Sin duda resulta llamativo el resurgimiento teatral observable en el país luego de 1976. A pesar de mantenerse el régimen militar, pasada la primera etapa de temor, se produjo una rearticulación del movimiento que se manifestó, entre otras cosas, en la creación de talleres y escuelas de teatro alternativas, que impartían un tipo de enseñanza que no tenía cabida en las universidades, debido a la fuerte represión bajo la que éstas funcionaban.
En otro sector del teatro, dentro de la producción de las compañías independientes de izquierda, comenzó a haber nuevamente presencia de personajes populares y, temáticamente, se abordaban sus conflictos y dificultades para sobrevivir insertos en un sistema que no los contemplaba. Estas agrupaciones corrían un riesgo en cada montaje, al estar expuestas a una posible represión que funcionaba con reglas no demasiado claras.
Se hizo uso de espacios alternativos que ofrecían cierta protección, como las iglesias. Bajo su amparo proliferaron las peñas culturales, las ollas comunes, y las organizaciones vecinales de cultura, dentro de las cuales volvió a surgir el teatro aficionado-poblacional, cuyos productores y receptores pertenecían a la misma comunidad, llevando adelante creaciones propias, en general relacionadas con los problemas para subsistir en una posición tan desfavorable. La seguridad de estos espacios era relativa, pues la dictadura no dudaba en intervenir con violencia, cuando lo consideraba necesario para su preservación.

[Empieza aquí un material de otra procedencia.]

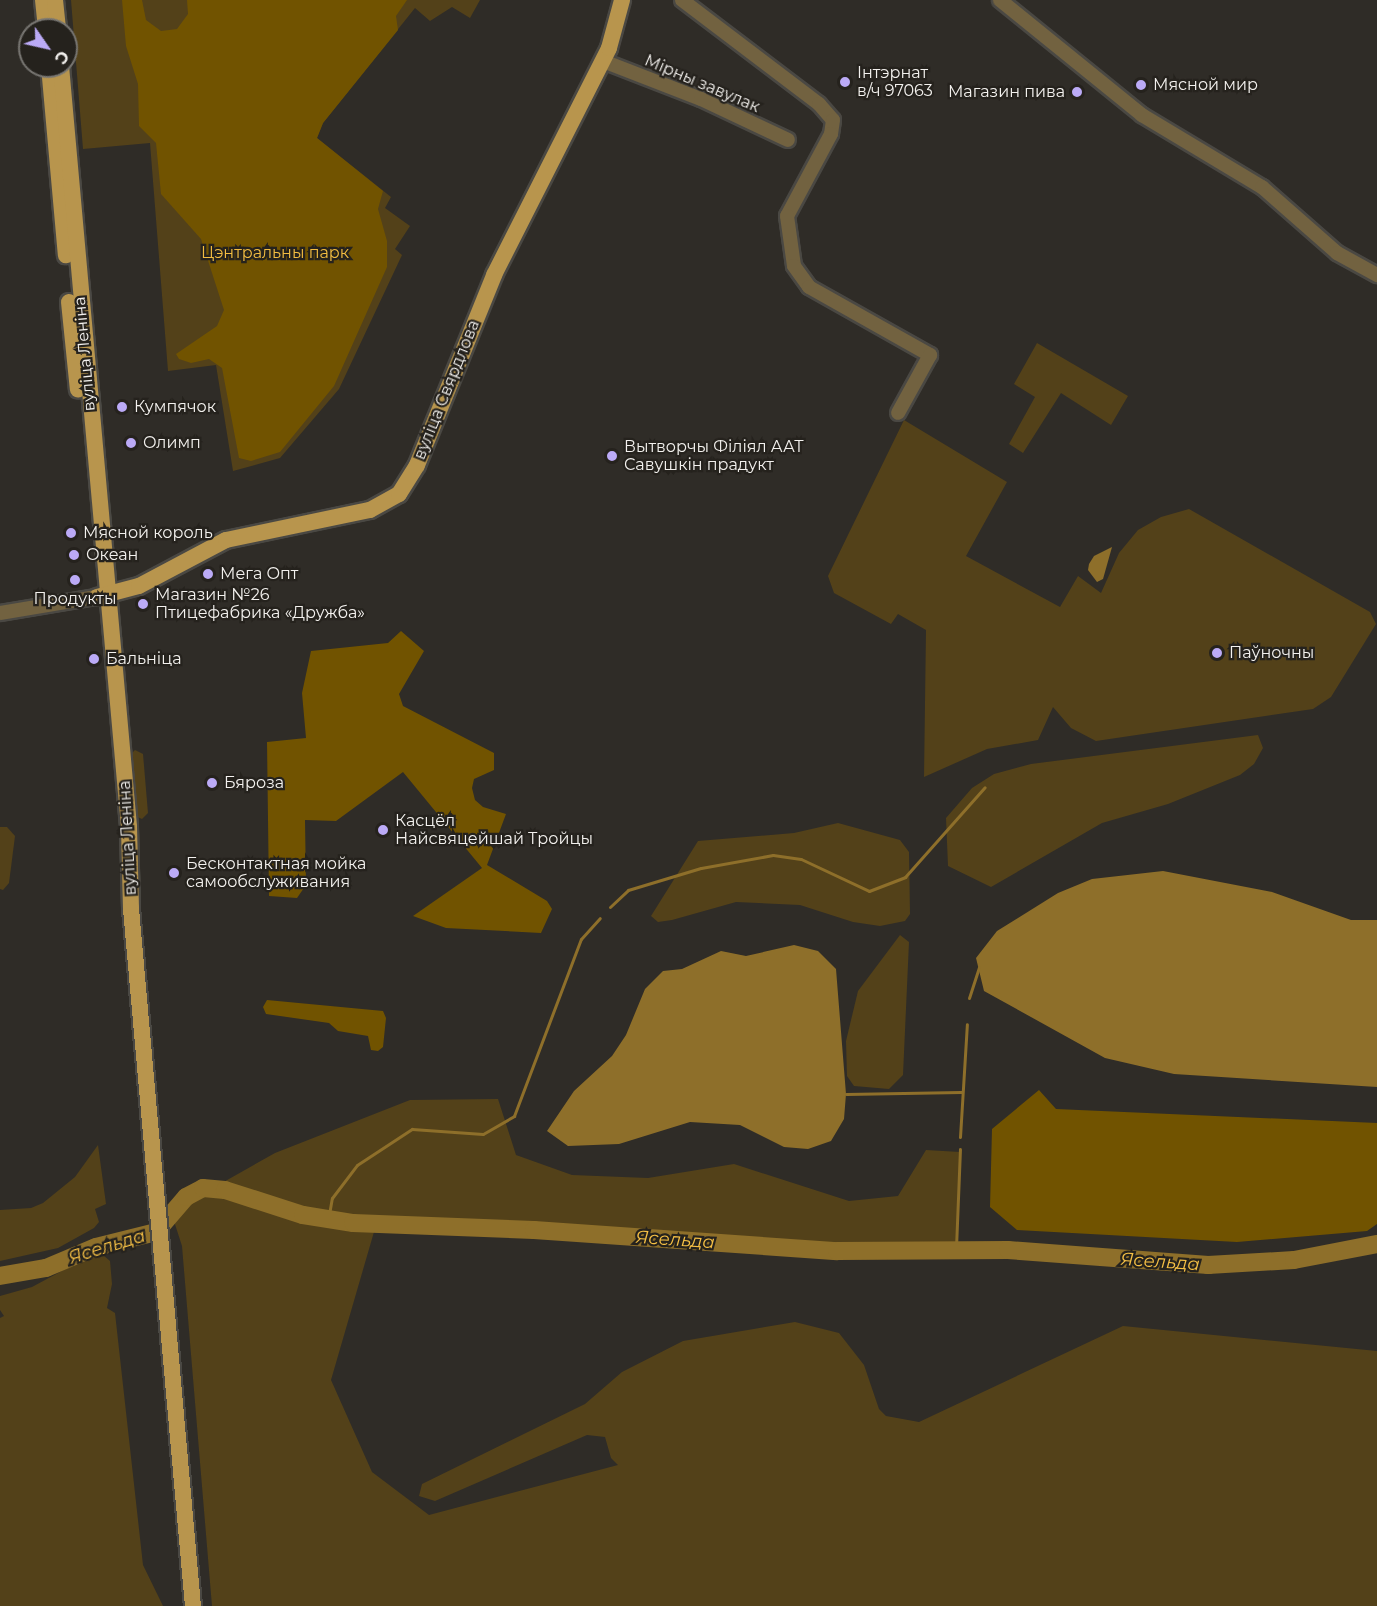 <!DOCTYPE html>
<meta charset="utf-8">
<style>
body{margin:0}
#map{position:relative;width:1377px;height:1606px;overflow:hidden;background:#2f2c27;font-family:Montserrat,sans-serif}
div>[style]{position:absolute}
.green>*{inset:0;background:#534119}
.forest>*{inset:0;background:#715300}
.water>*{inset:0;background:#8e6f2a}
.stream>*{height:3px;margin:-1.5px;padding:0 1.5px;transform-origin:1.5px;border-radius:1.5px;background:#8e6f2a}
.river>*{height:18px;margin:-9px;padding:0 9px;transform-origin:9px;border-radius:9px;background:#8e6f2a}
.roads{filter:drop-shadow(2px 0 #4a4843) drop-shadow(-2px 0 #4a4843) drop-shadow(0 2px #4a4843) drop-shadow(0 -2px #4a4843)}
.minor>*{height:14px;margin:-7px;padding:0 7px;transform-origin:7px;border-radius:7px;background:#726240}
.major>*{height:16px;margin:-8px;padding:0 8px;transform-origin:8px;border-radius:8px;background:#b8954d}
.dots>*{width:16px;height:16px;translate:-50% -50%;box-sizing:border-box;border:3px solid #25221d;border-radius:50%}
span{translate:-50% -50%;white-space:nowrap;text-align:center;line-height:1.15;-webkit-text-stroke:4.5px #25221d;paint-order:stroke}
.poi-label{font-size:16px;color:#f3f1ee}
.left{translate:0 -50%;text-align:left}
.right{translate:-100% -50%;text-align:right}
.street-label{font-size:16px;color:#f3f1ee}
.park-label{font-size:16px;color:#f3bd41}
.water-label{font-size:18px;color:#f6c045;font-style:italic}
.north{position:absolute;left:18px;top:18px;width:60px;height:60px;box-sizing:border-box;background:#25221d;border:2px solid #777571;border-radius:50%;rotate:124deg;font-size:16px;font-weight:700;line-height:24px;text-align:center;color:#f3f1ee}
.north::after{content:'';display:block;margin:auto;width:21px;height:27px;background:#bbaaf6;clip-path:polygon(50% 0,100% 100%,50% 72%,0 100%)}
</style>
<div id="map">
<div class="green">
<div style="clip-path:polygon(71px 0,480px 0,470px 18px,452px 7px,430px 21px,415px 8px,323px 123px,317px 138px,391px 197px,385px 208px,410px 226px,395px 249px,402px 255px,339px 389px,280px 458px,233px 471px,216px 365px,168px 371px,150px 143px,83px 149px)"></div>
<div style="clip-path:polygon(1037px 343px,1128px 396px,1111px 425px,1061px 393px,1023px 453px,1009px 444px,1035px 397px,1014px 384px)"></div>
<div style="clip-path:polygon(904px 420px,1007px 482px,966px 556px,1060px 607px,1078px 576px,1101px 593px,1119px 553px,1138px 530px,1161px 517px,1189px 509px,1370px 612px,1376px 624px,1331px 697px,1313px 709px,1096px 741px,1071px 728px,1053px 707px,1038px 740px,987px 749px,924px 777px,926px 630px,898px 614px,891px 624px,834px 593px,828px 576px)"></div>
<div style="clip-path:polygon(1258px 735px,1263px 748px,1254px 764px,1240px 775px,1168px 804px,1102px 823px,991px 887px,948px 866px,946px 818px,972px 788px,994px 774px,1031px 764px)"></div>
<div style="clip-path:polygon(135px 750px,143px 754px,148px 813px,142px 819px,133px 815px,128px 757px)"></div>
<div style="clip-path:polygon(838px 823px,900px 840px,909px 852px,910px 914px,905px 921px,880px 926px,853px 922px,800px 905px,736px 902px,672px 920px,658px 922px,651px 916px,698px 841px,794px 833px)"></div>
<div style="clip-path:polygon(0 827px,7px 827px,15px 836px,9px 883px,3px 890px,0 889px)"></div>
<div style="clip-path:polygon(900px 935px,909px 942px,903px 1075px,889px 1089px,854px 1086px,847px 1076px,846px 1041px,858px 991px)"></div>
<div style="clip-path:polygon(498px 1099px,516px 1155px,572px 1175px,648px 1178px,734px 1164px,849px 1201px,898px 1196px,926px 1150px,960px 1152px,956px 1248px,837px 1251px,534px 1230px,376px 1225px,331px 1380px,372px 1472px,429px 1515px,618px 1465px,611px 1458px,605px 1437px,587px 1435px,435px 1501px,419px 1496px,422px 1484px,585px 1404px,622px 1372px,683px 1341px,795px 1322px,839px 1333px,864px 1365px,879px 1409px,886px 1416px,919px 1422px,1123px 1326px,1377px 1351px,1377px 1606px,212px 1606px,182px 1246px,172px 1215px,194px 1191px,213px 1188px,275px 1153px,410px 1100px)"></div>
<div style="clip-path:polygon(98px 1145px,106px 1204px,95px 1209px,99px 1222px,94px 1228px,58px 1248px,0 1261px,0 1210px,31px 1208px,43px 1203px,75px 1177px)"></div>
<div style="clip-path:polygon(103px 1255px,110px 1261px,112px 1284px,107px 1308px,115px 1313px,143px 1565px,163px 1606px,0 1606px,0 1318px,4px 1316px,0 1310px,0 1296px,32px 1287px,86px 1258px)"></div>
</div>
<div class="forest">
<div style="clip-path:polygon(122px 0,142px 0,146px 20px,161px 31px,177px 29px,188px 14px,187px 0,407px 0,396px 16px,398px 30px,323px 123px,317px 138px,383px 191px,378px 209px,387px 241px,387px 267px,334px 386px,280px 452px,251px 461px,239px 458px,222px 368px,209px 359px,191px 363px,179px 359px,176px 354px,217px 326px,224px 310px,201px 239px,161px 194px,156px 143px,139px 126px,138px 84px,126px 46px)"></div>
<div style="clip-path:polygon(401px 631px,424px 651px,399px 694px,403px 706px,494px 753px,494px 770px,474px 779px,472px 788px,475px 800px,483px 807px,506px 814px,487px 865px,547px 901px,552px 909px,541px 933px,446px 928px,413px 916px,482px 868px,403px 772px,336px 821px,305px 820px,306px 885px,297px 898px,269px 896px,267px 742px,306px 738px,302px 693px,311px 651px,388px 643px)"></div>
<div style="clip-path:polygon(267px 1000px,383px 1011px,386px 1018px,383px 1047px,378px 1051px,371px 1050px,368px 1036px,338px 1031px,329px 1023px,266px 1014px,263px 1007px)"></div>
<div style="clip-path:polygon(1039px 1090px,1056px 1109px,1377px 1123px,1377px 1224px,1367px 1231px,1237px 1242px,1017px 1230px,990px 1207px,992px 1129px)"></div>
</div>
<div class="water">
<div style="clip-path:polygon(1112px 547px,1103px 579px,1097px 582px,1088px 570px,1089px 564px,1094px 556px)"></div>
<div style="clip-path:polygon(1163px 871px,1272px 892px,1351px 920px,1377px 920px,1377px 1087px,1174px 1074px,1105px 1058px,984px 991px,976px 958px,997px 931px,1058px 893px,1092px 879px)"></div>
<div style="clip-path:polygon(794px 945px,818px 951px,836px 969px,846px 1094px,844px 1119px,831px 1141px,808px 1149px,784px 1147px,740px 1125px,690px 1122px,619px 1144px,568px 1146px,547px 1131px,574px 1091px,612px 1056px,626px 1035px,645px 989px,663px 971px,682px 969px,721px 951px,746px 956px)"></div>
</div>
<div class="stream">
<div style="left:610px;top:907px;width:25px;rotate:-43deg"></div>
<div style="left:628px;top:890px;width:76px;rotate:-16.8deg"></div>
<div style="left:701px;top:868px;width:73px;rotate:-10.2deg"></div>
<div style="left:773px;top:855px;width:28px;rotate:8deg"></div>
<div style="left:801px;top:859px;width:75px;rotate:25.2deg"></div>
<div style="left:869px;top:891px;width:39px;rotate:-21deg"></div>
<div style="left:905px;top:877px;width:120px;rotate:-48.4deg"></div>
<div style="left:969px;top:998px;width:32px;rotate:-72deg"></div>
<div style="left:846px;top:1094px;width:115px;rotate:-1deg"></div>
<div style="left:960px;top:1137px;width:113px;rotate:-86.5deg"></div>
<div style="left:328px;top:1220px;width:22px;rotate:-80deg"></div>
<div style="left:332px;top:1198px;width:41px;rotate:-52.9deg"></div>
<div style="left:357px;top:1165px;width:66px;rotate:-33.2deg"></div>
<div style="left:412px;top:1129px;width:71px;rotate:4deg"></div>
<div style="left:483px;top:1134px;width:36px;rotate:-30deg"></div>
<div style="left:514px;top:1116px;width:189px;rotate:-69.3deg"></div>
<div style="left:581px;top:939px;width:28px;rotate:-48deg"></div>
<div style="left:956px;top:1248px;width:99px;rotate:-87.7deg"></div>
</div>
<div class="river">
<div style="left:0;top:1276px;width:47px;rotate:-9.9deg"></div>
<div style="left:46px;top:1268px;width:54px;rotate:-22.8deg"></div>
<div style="left:96px;top:1247px;width:62px;rotate:-14deg"></div>
<div style="left:156px;top:1232px;width:46px;rotate:-49.4deg"></div>
<div style="left:186px;top:1197px;width:19px;rotate:-28deg"></div>
<div style="left:203px;top:1188px;width:22px;rotate:5deg"></div>
<div style="left:225px;top:1190px;width:82px;rotate:17.8deg"></div>
<div style="left:303px;top:1215px;width:51px;rotate:9.1deg"></div>
<div style="left:353px;top:1223px;width:181px;rotate:2.2deg"></div>
<div style="left:534px;top:1230px;width:304px;rotate:4deg"></div>
<div style="left:837px;top:1251px;width:171px;rotate:-0.3deg"></div>
<div style="left:1008px;top:1250px;width:201px;rotate:4.3deg"></div>
<div style="left:1208px;top:1265px;width:86px;rotate:-3.3deg"></div>
<div style="left:1294px;top:1260px;width:85px;rotate:-10.9deg"></div>
</div>
<div class="roads">
<div class="minor">
<div style="left:682px;top:0;width:172px;rotate:37.2deg"></div>
<div style="left:819px;top:104px;width:21px;rotate:49deg"></div>
<div style="left:833px;top:120px;width:14px;rotate:98deg"></div>
<div style="left:831px;top:134px;width:93px;rotate:118.2deg"></div>
<div style="left:787px;top:216px;width:50px;rotate:82deg"></div>
<div style="left:794px;top:266px;width:26px;rotate:54deg"></div>
<div style="left:809px;top:287px;width:139px;rotate:29.3deg"></div>
<div style="left:930px;top:355px;width:66px;rotate:118.9deg"></div>
<div style="left:1000px;top:0;width:183px;rotate:39deg"></div>
<div style="left:1142px;top:115px;width:140px;rotate:31deg"></div>
<div style="left:1262px;top:187px;width:100px;rotate:41.3deg"></div>
<div style="left:1337px;top:253px;width:46px;rotate:28.8deg"></div>
<div style="left:603px;top:61px;width:105px;rotate:21.2deg"></div>
<div style="left:701px;top:99px;width:96px;rotate:25.2deg"></div>
<div style="left:0;top:613px;width:97px;rotate:-9.5deg"></div>
</div>
<div class="major">
<div style="left:43px;top:0;width:30px;rotate:84deg"></div>
<div style="left:55px;top:0;width:30px;rotate:84deg"></div>
<div style="left:49px;top:66px;width:190px;rotate:84.9deg"></div>
<div style="left:61px;top:66px;width:764px;rotate:84.89deg"></div>
<div style="left:129px;top:827px;width:82px;rotate:88.6deg"></div>
<div style="left:131px;top:909px;width:700px;rotate:84.92deg"></div>
<div style="left:69px;top:302px;width:88px;rotate:84.2deg"></div>
<div style="left:97px;top:597px;width:43px;rotate:-14.7deg"></div>
<div style="left:139px;top:586px;width:98px;rotate:-27.9deg"></div>
<div style="left:226px;top:540px;width:147px;rotate:-11.8deg"></div>
<div style="left:370px;top:510px;width:33px;rotate:-29deg"></div>
<div style="left:399px;top:494px;width:34px;rotate:-58deg"></div>
<div style="left:417px;top:465px;width:205px;rotate:-67.9deg"></div>
<div style="left:494px;top:275px;width:254px;rotate:-63.1deg"></div>
<div style="left:609px;top:48px;width:50px;rotate:-74.8deg"></div>
</div>
</div>
<div class="dots">
<div style="left:845px;top:82px;background:#bbaaf6"></div>
<div style="left:1141px;top:85px;background:#bbaaf6"></div>
<div style="left:1077px;top:92px;background:#bbaaf6"></div>
<div style="left:122px;top:407px;background:#bbaaf6"></div>
<div style="left:131px;top:443px;background:#bbaaf6"></div>
<div style="left:612px;top:456px;background:#bbaaf6"></div>
<div style="left:71px;top:533px;background:#bbaaf6"></div>
<div style="left:74px;top:555px;background:#bbaaf6"></div>
<div style="left:208px;top:574px;background:#bbaaf6"></div>
<div style="left:75px;top:580px;background:#bbaaf6"></div>
<div style="left:143px;top:604px;background:#bbaaf6"></div>
<div style="left:1217px;top:653px;background:#bbaaf6"></div>
<div style="left:94px;top:659px;background:#bbaaf6"></div>
<div style="left:212px;top:783px;background:#bbaaf6"></div>
<div style="left:383px;top:830px;background:#bbaaf6"></div>
<div style="left:174px;top:873px;background:#bbaaf6"></div>
</div>
<div class="poi-label">
<span class="left" style="left:857px;top:82px">Інтэрнат<br>в/ч 97063</span>
<span class="left" style="left:1153px;top:85px">Мясной мир</span>
<span class="right" style="left:1065px;top:92px">Магазин пива</span>
<span class="left" style="left:134px;top:407px">Кумпячок</span>
<span class="left" style="left:143px;top:443px">Олимп</span>
<span class="left" style="left:624px;top:456px">Вытворчы Філіял ААТ<br>Савушкін прадукт</span>
<span class="left" style="left:83px;top:533px">Мясной король</span>
<span class="left" style="left:86px;top:555px">Океан</span>
<span class="left" style="left:220px;top:574px">Мега Опт</span>
<span class="left" style="left:155px;top:604px">Магазин №26<br>Птицефабрика «Дружба»</span>
<span style="left:75px;top:599px">Продукты</span>
<span class="left" style="left:1229px;top:653px">Паўночны</span>
<span class="left" style="left:106px;top:659px">Бальніца</span>
<span class="left" style="left:224px;top:783px">Бяроза</span>
<span class="left" style="left:395px;top:830px">Касцёл<br>Найсвяцейшай Тройцы</span>
<span class="left" style="left:186px;top:873px">Бесконтактная мойка<br>самообслуживания</span>
</div>
<div class="street-label">
<span style="left:702px;top:84px;rotate:23deg">Мірны завулак</span>
<span style="left:85px;top:354px;rotate:-95deg">вуліца Леніна</span>
<span style="left:447px;top:390px;rotate:-68deg">вуліца Свярдлова</span>
<span style="left:128px;top:838px;rotate:-93deg">вуліца Леніна</span>
</div>
<div class="park-label">
<span style="left:275px;top:253px">Цэнтральны парк</span>
</div>
<div class="water-label">
<span style="left:675px;top:1240px;rotate:4deg">Ясельда</span>
<span style="left:107px;top:1247px;rotate:-17deg">Ясельда</span>
<span style="left:1160px;top:1262px;rotate:4deg">Ясельда</span>
</div>
<div class="north">С</div>
</div>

El régimen, consciente de su vacío cultural, y como parte de su política extranjerizante, gestó (para quienes pudieran pagar su costo) un teatro de gran espectáculo con preferencia en el género musical, y en fastuosas producciones envasadas que realizaban copias exactas de montajes internacionales. En un principio tuvieron gran éxito de público, pero en 1979, a dos años de su inicio, cayó en crisis, sobreviniendo la quiebra sucesiva de estas compañías.
En las clases más desfavorecidas, la dictadura utilizó la televisión como medio difusor y promotor de su mensaje político, ideológico y cultural.
En 1980 la indiferencia de la población frente a la corrupción electoral con la que se había aprobado la nueva Constitución, condujo a un replanteamiento en los asuntos de las obras y en la forma de abordarlos. En esta etapa, tres fueron las tendencias temáticas de la creación crítica según la investigadora María de la Luz Hurtado1: “el teatro testimonial”, “el teatro de recuperación histórica” y “el teatro simbólico-grotesco”.
El género testimonial, surgió con la doble intención de manifestar su posición frente a la contingencia y la de rescatar la experiencia de los que más profundamente estaban viviendo la represión y marginación del sistema. Todas estas obras se inspiraban en personajes y acontecimientos reales, y en algunos casos se realizaba un trabajo de investigación directa, tras el cual se creaba la obra en cuestión. Era un teatro de corte realista, pero que presentaba variaciones en su interior, que iban desde el hiperrealismo a las conexiones con el sainete, el melodrama y el absurdo poético. Destacaron entre ellas: Pedro, Juan y Diego, de Ictus y David Benavente; Tres Marías y una Rosa, del Taller de Investigación Teatral (TIT) y David Benavente; El último tren, del Teatro Imagen; Los payasos de la esperanza, de Raúl Osorio y Mauricio Pesutic; y Hechos Consumados de Juan Radrigán, montado por el Teatro El Telón. Ninguno de estos montajes hacía una referencia directa al golpe de Estado o a la represión política, sino que se mostraban personajes que vivían una situación de temor indeterminado y que se sentían amenazados por un sistema que los superaba y que no comprendían.
El teatro simbólico-grotesco era el que intentaba mostrar la lógica autoritaria y los mecanismos de poder, desmitificando los valores nacionales impulsados y manipulados por los sectores dominantes. Se utilizaba la irreverencia, el humor satírico y la parodia como forma de revelar las maniobras de manejo de masas del régimen. Destacaron obras como Lo crudo, lo cocido y lo podrido, de Marco Antonio de la Parra; Gol, gol, autogol, de Francisco Muñoz; Una pena y un cariño y Hojas de Parra, de Jaime Vadell y José Manuel Salcedo (grupo La Feria).
El teatro de recuperación histórica era una propuesta que trabajaba revisando la historia de Chile como una forma de entender a través del análisis del pasado, la crisis presente y sus posibilidades de superación. Se utilizaba formalmente el realismo, el distanciamiento brechtiano y la parodia. Obras significativas de esta clase fueron: Bienaventurados los pobres, (La Feria); A la Mary se le vió el poppins, (mismo grupo); Tejado de vidrio, de David Benavente, y Lautaro, de Isidora Aguirre.
1María de la Luz Hurtado, Escenarios de dos mundos, pp. 93 – 96.